• **What is needed**:
Retype every line from the top of the entries down to the one with "position:absolute; left:28px; top:754px;", both included, and skip the pictures.

• **Material provided**:
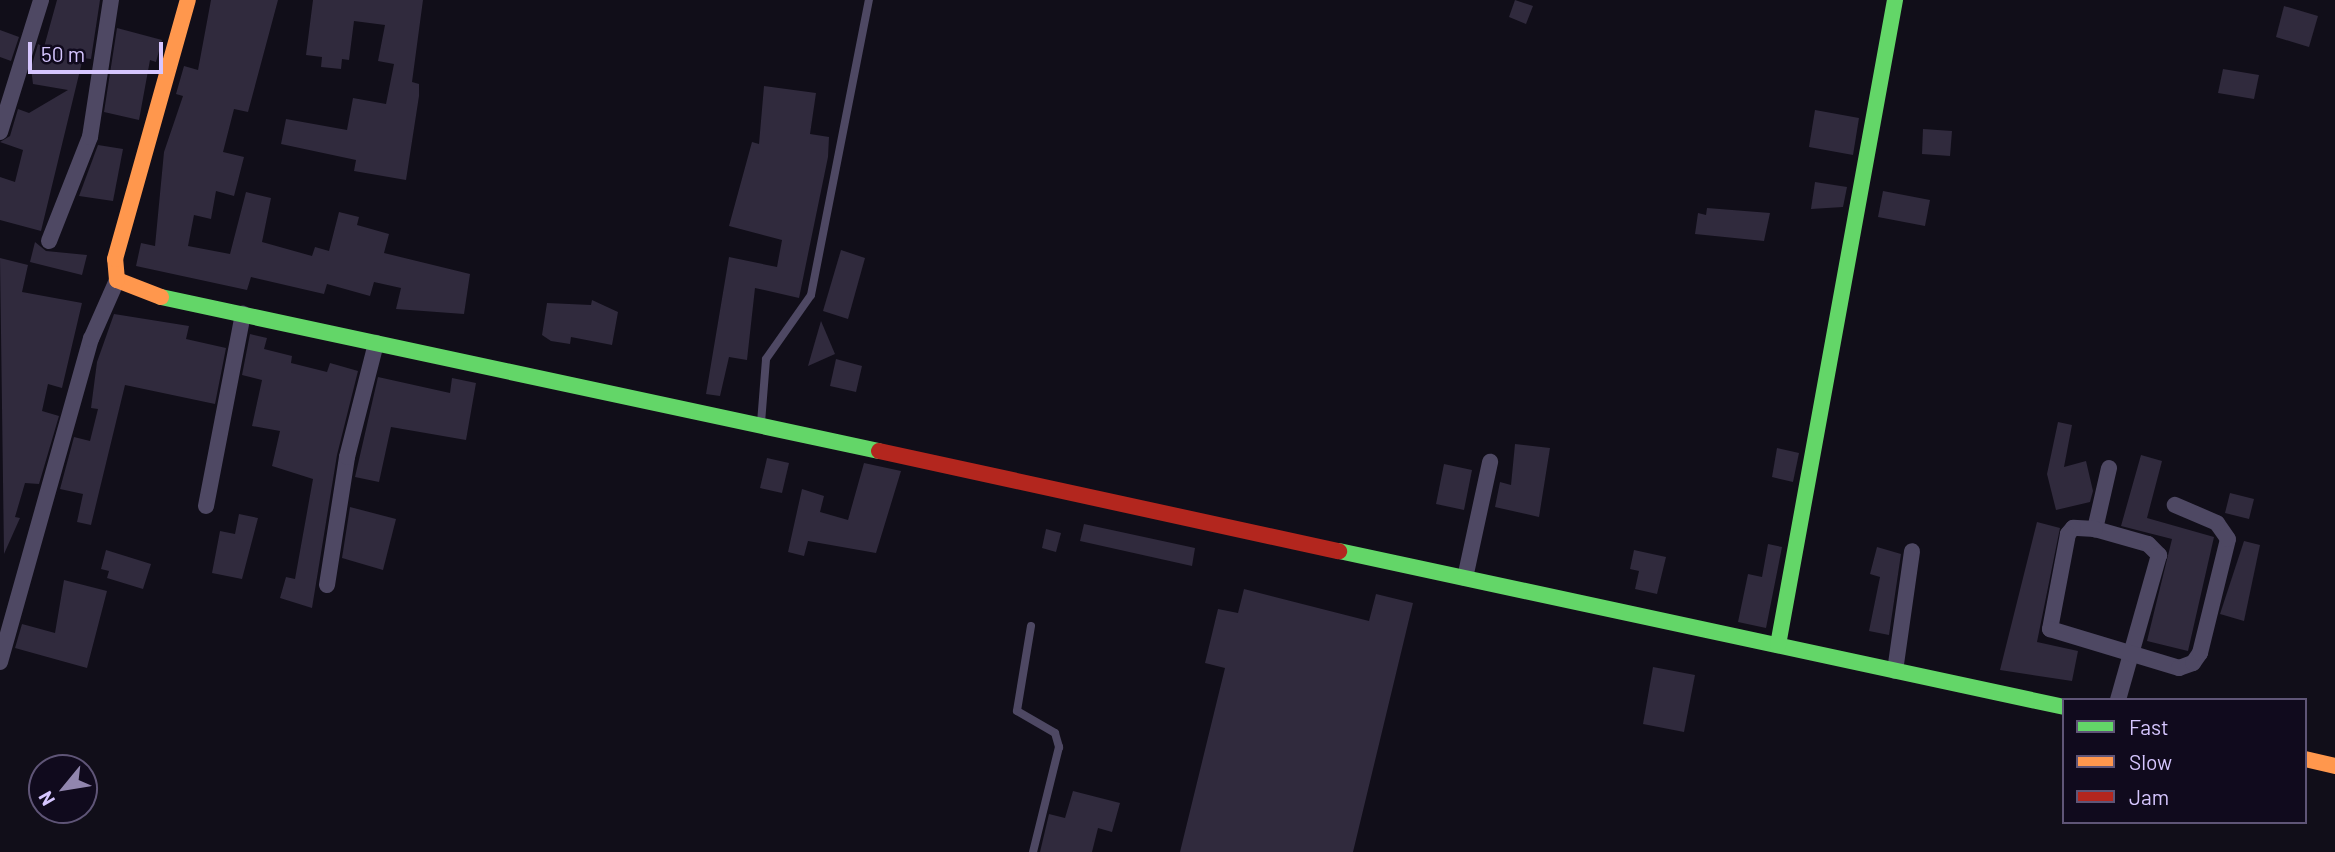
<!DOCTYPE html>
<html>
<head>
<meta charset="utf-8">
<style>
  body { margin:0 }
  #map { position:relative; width:2335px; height:852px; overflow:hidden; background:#110e19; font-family:Barlow,sans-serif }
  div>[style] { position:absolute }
  .building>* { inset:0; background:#302a3d }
  .lane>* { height:8px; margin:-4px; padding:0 4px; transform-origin:4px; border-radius:4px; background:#4e4863 }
  .street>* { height:16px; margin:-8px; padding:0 8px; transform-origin:8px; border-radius:8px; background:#4e4863 }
  .fast>* { height:16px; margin:-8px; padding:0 8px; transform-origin:8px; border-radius:8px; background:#63d668 }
  .slow>* { height:16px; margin:-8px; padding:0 8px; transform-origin:8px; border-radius:8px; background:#ff974d }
  .jam>* { height:16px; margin:-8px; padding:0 8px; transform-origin:8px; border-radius:8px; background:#b3261e }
  span { translate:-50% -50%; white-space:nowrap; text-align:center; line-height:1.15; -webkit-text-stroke:7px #100a1d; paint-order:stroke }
  .legend { position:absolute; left:2062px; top:698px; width:245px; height:126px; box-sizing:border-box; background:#100a1d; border:2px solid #5f5577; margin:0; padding:9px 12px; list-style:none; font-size:21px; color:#d6c6ff }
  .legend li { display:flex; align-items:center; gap:14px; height:35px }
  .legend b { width:35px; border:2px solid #5f5577 }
  .north { position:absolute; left:28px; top:754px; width:70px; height:70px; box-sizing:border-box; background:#100a1d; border:2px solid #5f5577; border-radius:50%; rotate:240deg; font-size:19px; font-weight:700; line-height:28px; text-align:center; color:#d6c6ff }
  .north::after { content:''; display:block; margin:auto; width:24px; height:32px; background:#9186ae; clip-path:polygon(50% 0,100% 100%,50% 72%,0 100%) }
  .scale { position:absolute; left:28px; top:42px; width:135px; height:32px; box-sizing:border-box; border:4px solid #d6c6ff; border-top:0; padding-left:9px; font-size:21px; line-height:24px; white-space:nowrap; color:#d6c6ff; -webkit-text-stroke:5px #100a1d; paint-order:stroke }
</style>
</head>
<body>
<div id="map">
  <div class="building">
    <i style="clip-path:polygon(57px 0,100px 0,91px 59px,83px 58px,41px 231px,0 220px,0 177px,15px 182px,23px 150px,0 142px,10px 136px,18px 109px,29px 113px,68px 90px,33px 84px,31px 68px,38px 44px,44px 47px)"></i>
    <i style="clip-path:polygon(211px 0,278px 0,248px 112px,234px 109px,223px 152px,244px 157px,234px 196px,216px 191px,211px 219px,194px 215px,188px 246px,230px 254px,246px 192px,271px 198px,262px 242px,312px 256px,315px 247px,329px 251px,339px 212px,359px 217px,357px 225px,389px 234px,384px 253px,470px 274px,464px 314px,396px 309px,401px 288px,374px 282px,370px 296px,327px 284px,324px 294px,251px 277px,247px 290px,136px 266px,141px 243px,155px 246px,164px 152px,183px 96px,176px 94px,184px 66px,198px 70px)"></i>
    <i style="clip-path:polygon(313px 0,423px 0,412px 82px,419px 84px,419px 96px,406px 180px,354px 171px,356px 160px,281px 144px,286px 119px,347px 130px,353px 98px,386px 104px,394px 64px,378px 61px,385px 25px,354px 21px,349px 60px,342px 59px,341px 69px,321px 67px,322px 57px,306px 55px)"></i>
    <i style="clip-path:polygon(1515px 0,1533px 6px,1526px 24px,1509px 17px)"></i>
    <i style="clip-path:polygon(2284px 6px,2318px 16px,2309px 47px,2276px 37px)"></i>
    <i style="clip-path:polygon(117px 28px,162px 40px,156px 62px,150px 60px,139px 120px,104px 112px)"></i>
    <i style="clip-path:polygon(0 30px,19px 37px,11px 61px,0 57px)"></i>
    <i style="clip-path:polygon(2223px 69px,2259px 75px,2254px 99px,2218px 93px)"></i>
    <i style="clip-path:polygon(764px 86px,816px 93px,810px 134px,829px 137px,828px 157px,799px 298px,755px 288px,747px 360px,729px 357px,720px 396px,706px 394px,729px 257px,777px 267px,782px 240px,729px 226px,752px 142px,759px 144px)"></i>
    <i style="clip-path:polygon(1815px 110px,1859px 118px,1853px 155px,1809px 147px)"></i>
    <i style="clip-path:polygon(1923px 129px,1952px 131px,1950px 156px,1922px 154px)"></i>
    <i style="clip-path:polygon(98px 145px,123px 149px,113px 201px,79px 196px)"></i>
    <i style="clip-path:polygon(1815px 182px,1847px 187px,1843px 207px,1811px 209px)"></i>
    <i style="clip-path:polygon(1883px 191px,1930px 200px,1925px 226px,1878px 217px)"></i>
    <i style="clip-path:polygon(1707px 208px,1770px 213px,1764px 241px,1695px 234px,1698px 213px,1706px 215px)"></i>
    <i style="clip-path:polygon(35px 242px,46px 251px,87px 255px,82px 275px,30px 262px)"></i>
    <i style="clip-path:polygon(841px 250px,865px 258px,848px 319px,823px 311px)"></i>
    <i style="clip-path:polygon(0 258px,28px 265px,22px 292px,82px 303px,62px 388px,48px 384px,42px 411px,59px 416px,39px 484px,25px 483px,15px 517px,20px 518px,4px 554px)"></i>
    <i style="clip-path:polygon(592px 300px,618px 312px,612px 345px,571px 337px,570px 344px,551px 341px,542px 335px,547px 303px,591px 305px)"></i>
    <i style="clip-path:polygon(114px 314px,189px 326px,186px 339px,226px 348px,215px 404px,125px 385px,91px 525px,77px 522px,83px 494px,60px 489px,74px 437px,90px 441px,98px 409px,91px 408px,97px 362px)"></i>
    <i style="clip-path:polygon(821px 321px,835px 354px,808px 366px)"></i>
    <i style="clip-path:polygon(250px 334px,267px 338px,264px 349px,292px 356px,291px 363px,327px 372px,330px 363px,358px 371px,337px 455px,312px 608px,280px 598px,286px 577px,295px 579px,313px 479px,272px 466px,280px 431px,252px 426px,262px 380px,242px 375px)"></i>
    <i style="clip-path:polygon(836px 359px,862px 366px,856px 392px,830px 386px)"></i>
    <i style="clip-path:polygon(378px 377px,450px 393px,452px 378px,476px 383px,466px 440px,391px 427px,379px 482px,355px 477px)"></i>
    <i style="clip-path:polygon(2058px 422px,2072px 425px,2064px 467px,2086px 461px,2093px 491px,2090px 502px,2056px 510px,2047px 474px)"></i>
    <i style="clip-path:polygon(1515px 444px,1550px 448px,1539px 517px,1495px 507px,1500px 482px,1511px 485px)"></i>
    <i style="clip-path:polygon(1777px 448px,1799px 453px,1793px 482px,1772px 477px)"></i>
    <i style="clip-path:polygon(2141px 455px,2162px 461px,2147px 518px,2214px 537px,2188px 651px,2147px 641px,2172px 539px,2121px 526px)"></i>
    <i style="clip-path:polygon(767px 458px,789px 463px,782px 493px,760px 488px)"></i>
    <i style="clip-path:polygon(864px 463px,901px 471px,876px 553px,808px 541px,804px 556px,788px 552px,802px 489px,824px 496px,820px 512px,848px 520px)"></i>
    <i style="clip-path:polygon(1444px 464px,1472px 470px,1464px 510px,1436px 504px)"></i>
    <i style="clip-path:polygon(2230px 493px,2254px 499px,2249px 519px,2225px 513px)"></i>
    <i style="clip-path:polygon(350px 507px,396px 519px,383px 570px,342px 558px)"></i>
    <i style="clip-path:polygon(239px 514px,258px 518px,242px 579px,212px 573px,220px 531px,235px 534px)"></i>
    <i style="clip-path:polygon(2037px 522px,2060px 528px,2037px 642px,2078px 651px,2072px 681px,2000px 670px)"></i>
    <i style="clip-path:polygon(1084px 524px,1195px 548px,1192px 566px,1080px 541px)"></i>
    <i style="clip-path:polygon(1046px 529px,1061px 533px,1056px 552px,1042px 548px)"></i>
    <i style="clip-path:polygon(2244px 541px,2260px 545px,2244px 621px,2220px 614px)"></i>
    <i style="clip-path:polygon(1768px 544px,1782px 547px,1766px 628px,1738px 622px,1748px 574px,1762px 577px)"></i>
    <i style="clip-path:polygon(1877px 547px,1901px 554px,1889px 635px,1869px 631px,1880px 577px,1870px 574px)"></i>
    <i style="clip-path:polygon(106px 550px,151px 564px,143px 589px,107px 578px,109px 571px,101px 569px)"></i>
    <i style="clip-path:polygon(1634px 550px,1666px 557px,1657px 594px,1635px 589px,1639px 571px,1630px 569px)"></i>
    <i style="clip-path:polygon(64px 580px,107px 591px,87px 668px,15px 648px,22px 624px,55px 633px)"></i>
    <i style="clip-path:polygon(1244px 589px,1369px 621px,1376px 594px,1413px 603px,1353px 852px,1180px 852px,1225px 668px,1205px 663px,1218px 609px,1238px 613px)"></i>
    <i style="clip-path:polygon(1653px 667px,1695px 675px,1684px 732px,1643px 724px)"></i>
    <i style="clip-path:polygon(1073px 791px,1120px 803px,1112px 832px,1098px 828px,1092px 852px,1040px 852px,1049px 814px,1065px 818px)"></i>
  </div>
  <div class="lane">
    <i style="left:761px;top:423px;width:64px;rotate:-85.5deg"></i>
    <i style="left:766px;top:359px;width:78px;rotate:-54.9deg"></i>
    <i style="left:811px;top:295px;width:301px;rotate:-78.9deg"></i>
    <i style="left:1031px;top:626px;width:86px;rotate:99.4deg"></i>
    <i style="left:1017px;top:711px;width:44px;rotate:30.1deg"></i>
    <i style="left:1055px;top:733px;width:15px;rotate:74deg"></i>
    <i style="left:1059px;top:747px;width:108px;rotate:103.9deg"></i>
  </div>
  <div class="street">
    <i style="left:0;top:132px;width:138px;rotate:-72.7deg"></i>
    <i style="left:49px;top:241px;width:112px;rotate:-68.5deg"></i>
    <i style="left:90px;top:137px;width:139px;rotate:-81.3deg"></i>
    <i style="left:2109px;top:468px;width:63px;rotate:102.9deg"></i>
    <i style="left:2095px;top:529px;width:55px;rotate:15.8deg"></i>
    <i style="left:2148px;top:544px;width:16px;rotate:45deg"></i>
    <i style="left:2159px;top:555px;width:151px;rotate:105.8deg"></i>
    <i style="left:206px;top:506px;width:196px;rotate:-79.1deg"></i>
    <i style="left:2095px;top:529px;width:22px;rotate:-177deg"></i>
    <i style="left:2073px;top:528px;width:8px;rotate:130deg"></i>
    <i style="left:2068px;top:534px;width:97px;rotate:100.7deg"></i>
    <i style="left:2050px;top:629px;width:135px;rotate:16.8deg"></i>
    <i style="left:2179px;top:668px;width:15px;rotate:-20deg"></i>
    <i style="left:2193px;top:663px;width:12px;rotate:-55deg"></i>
    <i style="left:2200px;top:653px;width:117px;rotate:-76.2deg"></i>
    <i style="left:2228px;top:539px;width:19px;rotate:-125deg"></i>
    <i style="left:2217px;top:523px;width:46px;rotate:-156.8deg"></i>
    <i style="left:1465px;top:578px;width:119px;rotate:-77.8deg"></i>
    <i style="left:327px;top:585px;width:130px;rotate:-81.1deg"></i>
    <i style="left:347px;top:457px;width:118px;rotate:-75.7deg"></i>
    <i style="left:0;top:662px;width:336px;rotate:-74.3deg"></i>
    <i style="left:91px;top:339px;width:64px;rotate:-66.2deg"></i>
    <i style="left:1895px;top:671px;width:121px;rotate:-81.9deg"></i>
  </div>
  <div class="fast">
    <i style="left:161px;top:297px;width:734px;rotate:12.11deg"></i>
    <i style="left:1339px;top:551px;width:742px;rotate:12.14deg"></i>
    <i style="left:1778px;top:645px;width:656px;rotate:-79.72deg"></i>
  </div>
  <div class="slow">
    <i style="left:161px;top:297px;width:47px;rotate:-158.9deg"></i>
    <i style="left:117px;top:280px;width:21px;rotate:-95deg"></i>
    <i style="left:115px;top:259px;width:269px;rotate:-74.3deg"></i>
    <i style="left:2305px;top:759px;width:31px;rotate:13deg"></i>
  </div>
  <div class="jam">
    <i style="left:879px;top:451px;width:471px;rotate:12.3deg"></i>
  </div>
  <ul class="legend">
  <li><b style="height:9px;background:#63d668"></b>Fast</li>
  <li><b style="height:9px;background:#ff974d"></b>Slow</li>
  <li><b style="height:9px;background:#b3261e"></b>Jam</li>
  </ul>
  <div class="north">N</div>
  <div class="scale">50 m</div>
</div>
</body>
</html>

• **Exercise result**:
<!DOCTYPE html>
<html>
<head>
<meta charset="utf-8">
<style>
  body { margin:0 }
  #map { position:relative; width:2335px; height:852px; overflow:hidden; background:#110e19; font-family:Barlow,sans-serif }
  div>[style] { position:absolute }
  .building>* { inset:0; background:#302a3d }
  .lane>* { height:8px; margin:-4px; padding:0 4px; transform-origin:4px; border-radius:4px; background:#4e4863 }
  .street>* { height:16px; margin:-8px; padding:0 8px; transform-origin:8px; border-radius:8px; background:#4e4863 }
  .fast>* { height:16px; margin:-8px; padding:0 8px; transform-origin:8px; border-radius:8px; background:#63d668 }
  .slow>* { height:16px; margin:-8px; padding:0 8px; transform-origin:8px; border-radius:8px; background:#ff974d }
  .jam>* { height:16px; margin:-8px; padding:0 8px; transform-origin:8px; border-radius:8px; background:#b3261e }
  span { translate:-50% -50%; white-space:nowrap; text-align:center; line-height:1.15; -webkit-text-stroke:7px #100a1d; paint-order:stroke }
  .legend { position:absolute; left:2062px; top:698px; width:245px; height:126px; box-sizing:border-box; background:#100a1d; border:2px solid #5f5577; margin:0; padding:9px 12px; list-style:none; font-size:21px; color:#d6c6ff }
  .legend li { display:flex; align-items:center; gap:14px; height:35px }
  .legend b { width:35px; border:2px solid #5f5577 }
  .north { position:absolute; left:28px; top:754px; width:70px; height:70px; box-sizing:border-box; background:#100a1d; border:2px solid #5f5577; border-radius:50%; rotate:240deg; font-size:19px; font-weight:700; line-height:28px; text-align:center; color:#d6c6ff }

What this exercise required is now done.